The nature of this summit should be specified clearly as it is important to distinguish between the summit’s orientation of political dialogue and ceasefire negotiations. The language of a “preparatory committee” signals that the objective is to build a framework for future talks rather than immediately resolve military arrangements. That distinction matters because it shapes how the outcome should be assessed.. If the committee forms and receives a credible mandate, the summit will have contributed something structurally durable. If it produces a joint statement without institutional follow through, the meeting will be absorbed into the long list of Sudanese peace efforts that generated documentation without transformation.

The structural problem underlying all of this remains unchanged. Neither the SAF nor the RSF has reached the point of battlefield exhaustion that typically makes armed actors willing to accept genuine compromise. External support continues to sustain both sides militarily and financially. Political talks that proceed while military commanders believe they can still achieve their objectives tend to function as parallel tracks rather than genuine negotiations. The political representatives in Addis Ababa and the generals directing operations inside Sudan occupy different strategic universes. Bridging that gap is the central challenge that no summit format, however inclusive, can resolve by itself.

The pre-conference dynamics revealed the depth of the challenge ahead. According to Sudan Tribune, the African Union, IGAD, and the Arab League raised objections in the days before the meeting over the composition of participating groups and the allocation of delegates, briefly threatening to delay the process. The Somoud alliance, led by former Prime Minister Abdalla Hamdok, was separately accused by the ‘Civil Front to Stop the War and Restore Democracy’ of pressuring organizers to limit recognized blocs to three formations and exclude other political actors. The Civil Front subsequently announced a boycott. That disputes of this magnitude emerged before the conference had even convened illustrates how deeply contested the architecture of participation remains.

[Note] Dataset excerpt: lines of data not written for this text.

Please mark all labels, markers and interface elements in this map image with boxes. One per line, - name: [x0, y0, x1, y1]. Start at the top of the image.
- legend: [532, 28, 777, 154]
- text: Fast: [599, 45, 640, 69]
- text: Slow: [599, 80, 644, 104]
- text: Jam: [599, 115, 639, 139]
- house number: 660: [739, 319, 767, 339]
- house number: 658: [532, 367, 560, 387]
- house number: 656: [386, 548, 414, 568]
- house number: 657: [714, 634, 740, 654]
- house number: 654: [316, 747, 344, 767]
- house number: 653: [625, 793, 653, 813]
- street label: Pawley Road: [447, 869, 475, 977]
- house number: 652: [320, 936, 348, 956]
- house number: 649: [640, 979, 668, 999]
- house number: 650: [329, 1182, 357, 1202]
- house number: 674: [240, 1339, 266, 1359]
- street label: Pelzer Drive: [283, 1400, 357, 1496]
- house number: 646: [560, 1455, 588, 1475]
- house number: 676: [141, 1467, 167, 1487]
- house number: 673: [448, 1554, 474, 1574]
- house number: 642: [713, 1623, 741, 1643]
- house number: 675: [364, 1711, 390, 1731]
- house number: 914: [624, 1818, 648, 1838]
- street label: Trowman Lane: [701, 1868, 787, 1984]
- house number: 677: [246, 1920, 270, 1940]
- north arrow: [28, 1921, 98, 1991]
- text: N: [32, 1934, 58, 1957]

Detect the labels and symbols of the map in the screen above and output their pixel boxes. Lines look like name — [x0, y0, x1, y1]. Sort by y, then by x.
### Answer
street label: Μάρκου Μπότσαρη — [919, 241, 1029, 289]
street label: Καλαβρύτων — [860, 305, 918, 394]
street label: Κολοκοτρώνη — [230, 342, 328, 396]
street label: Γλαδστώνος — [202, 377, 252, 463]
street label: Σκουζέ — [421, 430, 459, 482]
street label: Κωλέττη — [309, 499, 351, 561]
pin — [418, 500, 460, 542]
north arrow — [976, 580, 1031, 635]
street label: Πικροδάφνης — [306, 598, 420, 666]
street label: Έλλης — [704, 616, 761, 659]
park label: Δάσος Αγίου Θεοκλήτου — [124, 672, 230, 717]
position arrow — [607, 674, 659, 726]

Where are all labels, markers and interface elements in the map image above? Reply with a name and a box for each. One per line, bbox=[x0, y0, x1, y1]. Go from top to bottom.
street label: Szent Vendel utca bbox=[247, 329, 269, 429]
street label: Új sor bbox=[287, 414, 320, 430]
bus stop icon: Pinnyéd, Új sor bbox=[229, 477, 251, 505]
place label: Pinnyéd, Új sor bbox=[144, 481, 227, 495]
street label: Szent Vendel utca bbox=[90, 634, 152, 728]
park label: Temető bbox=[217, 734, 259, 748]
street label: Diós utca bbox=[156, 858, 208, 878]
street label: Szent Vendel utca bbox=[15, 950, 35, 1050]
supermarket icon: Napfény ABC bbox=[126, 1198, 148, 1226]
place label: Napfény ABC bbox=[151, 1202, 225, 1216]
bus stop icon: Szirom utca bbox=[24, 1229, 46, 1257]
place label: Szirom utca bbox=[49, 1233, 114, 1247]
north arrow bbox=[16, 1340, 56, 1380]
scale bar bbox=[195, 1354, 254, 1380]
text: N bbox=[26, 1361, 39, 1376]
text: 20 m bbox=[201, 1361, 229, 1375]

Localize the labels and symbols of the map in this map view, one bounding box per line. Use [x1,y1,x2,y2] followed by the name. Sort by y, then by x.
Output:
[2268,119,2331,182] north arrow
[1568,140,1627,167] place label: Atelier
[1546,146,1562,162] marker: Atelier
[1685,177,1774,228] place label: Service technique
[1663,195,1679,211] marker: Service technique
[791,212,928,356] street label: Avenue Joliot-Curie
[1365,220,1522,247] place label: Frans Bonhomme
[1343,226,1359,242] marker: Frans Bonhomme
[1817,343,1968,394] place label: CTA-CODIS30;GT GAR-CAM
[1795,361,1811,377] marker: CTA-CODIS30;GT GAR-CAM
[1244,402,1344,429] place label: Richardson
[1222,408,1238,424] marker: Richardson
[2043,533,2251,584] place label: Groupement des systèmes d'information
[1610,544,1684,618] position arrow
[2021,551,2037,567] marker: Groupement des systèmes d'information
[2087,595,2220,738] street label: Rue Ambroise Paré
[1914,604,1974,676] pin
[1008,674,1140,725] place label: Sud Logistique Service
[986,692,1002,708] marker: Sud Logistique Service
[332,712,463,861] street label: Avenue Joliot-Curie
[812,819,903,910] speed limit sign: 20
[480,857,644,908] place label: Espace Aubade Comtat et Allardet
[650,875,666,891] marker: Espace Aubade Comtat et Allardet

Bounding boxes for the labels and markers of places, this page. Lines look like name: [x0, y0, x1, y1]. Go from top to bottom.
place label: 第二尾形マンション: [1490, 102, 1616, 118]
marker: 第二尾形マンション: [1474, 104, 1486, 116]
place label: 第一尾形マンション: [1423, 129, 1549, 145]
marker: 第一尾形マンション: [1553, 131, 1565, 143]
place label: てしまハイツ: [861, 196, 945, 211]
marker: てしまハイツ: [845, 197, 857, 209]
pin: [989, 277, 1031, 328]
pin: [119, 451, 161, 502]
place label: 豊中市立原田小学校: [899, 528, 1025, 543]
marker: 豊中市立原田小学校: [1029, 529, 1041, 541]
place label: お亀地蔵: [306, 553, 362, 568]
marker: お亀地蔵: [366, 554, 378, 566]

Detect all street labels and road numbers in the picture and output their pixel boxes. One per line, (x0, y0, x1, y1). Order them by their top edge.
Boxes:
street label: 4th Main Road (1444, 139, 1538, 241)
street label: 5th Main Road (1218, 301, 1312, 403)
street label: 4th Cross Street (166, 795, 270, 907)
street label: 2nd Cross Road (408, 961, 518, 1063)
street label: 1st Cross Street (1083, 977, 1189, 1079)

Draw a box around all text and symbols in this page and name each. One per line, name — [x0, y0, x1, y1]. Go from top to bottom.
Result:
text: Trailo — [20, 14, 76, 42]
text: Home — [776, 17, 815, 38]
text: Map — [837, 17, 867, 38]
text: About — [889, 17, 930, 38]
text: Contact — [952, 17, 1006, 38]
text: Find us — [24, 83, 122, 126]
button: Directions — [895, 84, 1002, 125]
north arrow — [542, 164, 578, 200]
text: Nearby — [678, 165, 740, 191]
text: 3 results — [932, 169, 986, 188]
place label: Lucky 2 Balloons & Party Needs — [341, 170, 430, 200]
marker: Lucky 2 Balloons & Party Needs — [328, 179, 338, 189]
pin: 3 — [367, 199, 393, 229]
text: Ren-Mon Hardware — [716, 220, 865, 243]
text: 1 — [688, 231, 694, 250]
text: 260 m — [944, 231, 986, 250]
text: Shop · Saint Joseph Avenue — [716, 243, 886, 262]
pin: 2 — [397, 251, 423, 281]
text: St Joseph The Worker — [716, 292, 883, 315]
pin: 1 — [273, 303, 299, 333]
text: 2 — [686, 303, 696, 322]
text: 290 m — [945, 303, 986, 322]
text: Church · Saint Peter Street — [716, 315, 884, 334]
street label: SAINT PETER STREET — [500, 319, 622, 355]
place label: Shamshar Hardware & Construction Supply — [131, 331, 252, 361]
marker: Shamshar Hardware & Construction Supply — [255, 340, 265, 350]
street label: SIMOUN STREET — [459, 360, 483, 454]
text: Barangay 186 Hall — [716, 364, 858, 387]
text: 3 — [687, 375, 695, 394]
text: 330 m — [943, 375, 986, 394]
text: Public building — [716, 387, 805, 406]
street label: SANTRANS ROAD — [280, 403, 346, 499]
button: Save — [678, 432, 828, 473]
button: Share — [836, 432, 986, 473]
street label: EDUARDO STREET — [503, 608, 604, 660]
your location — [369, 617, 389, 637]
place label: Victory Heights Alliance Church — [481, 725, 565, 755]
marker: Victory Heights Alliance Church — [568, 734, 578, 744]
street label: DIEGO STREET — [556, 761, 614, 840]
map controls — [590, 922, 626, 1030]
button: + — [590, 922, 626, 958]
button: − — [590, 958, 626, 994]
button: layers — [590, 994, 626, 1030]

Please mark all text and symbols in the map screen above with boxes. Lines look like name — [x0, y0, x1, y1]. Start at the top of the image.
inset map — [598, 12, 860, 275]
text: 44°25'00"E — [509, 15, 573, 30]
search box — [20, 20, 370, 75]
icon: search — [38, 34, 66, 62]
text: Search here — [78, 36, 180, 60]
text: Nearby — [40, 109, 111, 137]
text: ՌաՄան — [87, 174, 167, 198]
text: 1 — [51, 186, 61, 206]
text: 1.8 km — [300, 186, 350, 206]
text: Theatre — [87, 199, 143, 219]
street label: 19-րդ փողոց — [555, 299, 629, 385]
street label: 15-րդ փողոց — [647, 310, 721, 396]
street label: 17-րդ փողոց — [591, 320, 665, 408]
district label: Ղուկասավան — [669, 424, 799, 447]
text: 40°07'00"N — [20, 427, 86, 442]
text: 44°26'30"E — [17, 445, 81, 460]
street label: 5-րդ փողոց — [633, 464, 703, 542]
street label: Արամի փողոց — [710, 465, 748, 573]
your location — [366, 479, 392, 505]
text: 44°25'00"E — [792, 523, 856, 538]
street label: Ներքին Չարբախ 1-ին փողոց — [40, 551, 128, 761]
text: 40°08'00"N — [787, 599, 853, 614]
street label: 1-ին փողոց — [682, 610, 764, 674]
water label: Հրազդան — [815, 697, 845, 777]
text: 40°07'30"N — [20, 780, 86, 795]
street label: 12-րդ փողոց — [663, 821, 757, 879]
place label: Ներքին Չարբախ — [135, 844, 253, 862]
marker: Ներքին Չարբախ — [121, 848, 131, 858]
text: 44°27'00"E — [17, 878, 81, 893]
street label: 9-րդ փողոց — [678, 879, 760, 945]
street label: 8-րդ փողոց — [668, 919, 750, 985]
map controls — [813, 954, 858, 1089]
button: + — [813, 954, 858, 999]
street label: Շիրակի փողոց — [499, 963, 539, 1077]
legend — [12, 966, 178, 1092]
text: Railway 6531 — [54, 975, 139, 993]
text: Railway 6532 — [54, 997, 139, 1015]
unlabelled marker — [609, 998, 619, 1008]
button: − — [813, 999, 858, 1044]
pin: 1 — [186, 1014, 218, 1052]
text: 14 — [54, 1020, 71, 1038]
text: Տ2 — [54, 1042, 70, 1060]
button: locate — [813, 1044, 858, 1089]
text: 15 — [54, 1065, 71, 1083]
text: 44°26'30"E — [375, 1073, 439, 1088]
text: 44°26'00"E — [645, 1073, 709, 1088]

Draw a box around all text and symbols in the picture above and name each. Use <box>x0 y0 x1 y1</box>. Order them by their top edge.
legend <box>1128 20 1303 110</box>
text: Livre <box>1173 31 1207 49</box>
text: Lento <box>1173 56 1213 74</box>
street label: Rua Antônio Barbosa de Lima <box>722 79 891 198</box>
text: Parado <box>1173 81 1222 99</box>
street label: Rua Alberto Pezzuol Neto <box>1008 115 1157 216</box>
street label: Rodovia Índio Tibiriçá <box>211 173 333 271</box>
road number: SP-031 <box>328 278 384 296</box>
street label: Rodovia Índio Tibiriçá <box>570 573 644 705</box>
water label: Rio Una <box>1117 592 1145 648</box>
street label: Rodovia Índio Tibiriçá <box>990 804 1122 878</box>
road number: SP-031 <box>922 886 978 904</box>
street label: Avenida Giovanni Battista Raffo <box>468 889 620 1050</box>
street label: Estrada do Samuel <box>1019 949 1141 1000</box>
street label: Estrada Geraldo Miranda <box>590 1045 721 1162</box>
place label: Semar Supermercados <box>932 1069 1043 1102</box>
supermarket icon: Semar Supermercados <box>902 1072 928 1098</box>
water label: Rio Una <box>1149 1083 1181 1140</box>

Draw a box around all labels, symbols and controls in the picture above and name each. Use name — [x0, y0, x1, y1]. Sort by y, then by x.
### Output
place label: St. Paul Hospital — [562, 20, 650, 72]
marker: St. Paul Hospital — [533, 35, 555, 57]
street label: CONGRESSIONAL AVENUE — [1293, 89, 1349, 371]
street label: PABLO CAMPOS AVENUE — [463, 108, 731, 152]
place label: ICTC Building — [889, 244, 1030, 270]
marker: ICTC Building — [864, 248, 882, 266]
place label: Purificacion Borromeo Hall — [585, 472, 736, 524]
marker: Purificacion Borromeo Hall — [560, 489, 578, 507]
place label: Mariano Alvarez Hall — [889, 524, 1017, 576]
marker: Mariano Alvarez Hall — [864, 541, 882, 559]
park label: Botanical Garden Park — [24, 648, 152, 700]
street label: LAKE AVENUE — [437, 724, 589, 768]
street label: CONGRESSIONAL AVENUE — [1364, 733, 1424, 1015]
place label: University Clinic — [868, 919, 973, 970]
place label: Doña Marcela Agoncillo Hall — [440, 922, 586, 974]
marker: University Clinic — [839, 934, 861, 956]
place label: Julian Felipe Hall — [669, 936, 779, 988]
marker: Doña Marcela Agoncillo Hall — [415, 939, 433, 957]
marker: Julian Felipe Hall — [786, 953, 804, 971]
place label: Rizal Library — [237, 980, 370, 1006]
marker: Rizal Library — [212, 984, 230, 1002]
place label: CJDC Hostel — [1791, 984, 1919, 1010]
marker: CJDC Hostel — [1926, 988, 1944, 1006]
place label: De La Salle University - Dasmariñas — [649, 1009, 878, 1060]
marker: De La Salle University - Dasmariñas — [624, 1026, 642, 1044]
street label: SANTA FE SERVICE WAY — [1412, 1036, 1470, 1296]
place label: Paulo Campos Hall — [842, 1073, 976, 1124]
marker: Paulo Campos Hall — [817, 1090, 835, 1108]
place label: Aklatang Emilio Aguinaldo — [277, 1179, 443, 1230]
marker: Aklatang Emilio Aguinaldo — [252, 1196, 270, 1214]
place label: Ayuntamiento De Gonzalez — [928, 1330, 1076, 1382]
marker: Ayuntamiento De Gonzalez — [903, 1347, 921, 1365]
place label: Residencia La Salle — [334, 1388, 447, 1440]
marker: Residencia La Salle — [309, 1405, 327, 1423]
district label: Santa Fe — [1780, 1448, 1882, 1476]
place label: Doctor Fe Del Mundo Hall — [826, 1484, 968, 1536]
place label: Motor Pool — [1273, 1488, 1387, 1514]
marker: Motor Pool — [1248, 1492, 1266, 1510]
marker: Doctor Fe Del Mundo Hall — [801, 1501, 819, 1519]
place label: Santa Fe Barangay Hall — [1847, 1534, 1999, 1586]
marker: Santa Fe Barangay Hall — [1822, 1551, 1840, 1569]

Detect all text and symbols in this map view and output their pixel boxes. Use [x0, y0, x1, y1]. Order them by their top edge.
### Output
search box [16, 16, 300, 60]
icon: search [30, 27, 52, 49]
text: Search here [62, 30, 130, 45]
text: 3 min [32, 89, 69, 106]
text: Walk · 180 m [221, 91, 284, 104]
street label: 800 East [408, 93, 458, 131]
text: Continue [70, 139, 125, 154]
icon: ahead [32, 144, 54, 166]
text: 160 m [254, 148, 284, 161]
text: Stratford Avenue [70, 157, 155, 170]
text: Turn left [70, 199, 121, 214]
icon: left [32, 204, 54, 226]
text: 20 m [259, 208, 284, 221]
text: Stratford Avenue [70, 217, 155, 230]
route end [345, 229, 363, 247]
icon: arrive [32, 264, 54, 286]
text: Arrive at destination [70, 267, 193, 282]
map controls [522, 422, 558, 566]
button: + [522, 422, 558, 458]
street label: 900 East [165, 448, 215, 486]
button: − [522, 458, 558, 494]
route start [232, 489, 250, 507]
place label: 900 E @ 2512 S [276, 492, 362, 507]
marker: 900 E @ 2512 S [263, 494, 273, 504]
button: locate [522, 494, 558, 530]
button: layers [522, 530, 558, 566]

The fissures within the Democratic Bloc were equally revealing. On the eve of the talks, a faction within the alliance announced a boycott in protest over the inclusion of the RSF-linked Tasis alliance and broader concerns regarding the structure of the process. Nevertheless, a delegation arrived in Addis Ababa with the approval of bloc leadership, including chairman Jafar al-Mirghani and Minni Arko Minnawi. The participating delegation left little ambiguity about its position on Tasis. Mubarak Ardol, speaking ahead of the opening session, said the bloc’s rejection of the alliance stemmed from the violations committed in Sudan and ruled out any political engagement with it. Sally Zaki, another bloc representative, argued that dialogue should ultimately take place inside Sudan and criticized the proliferation of initiatives that, in her view, has complicated rather than resolved the crisis.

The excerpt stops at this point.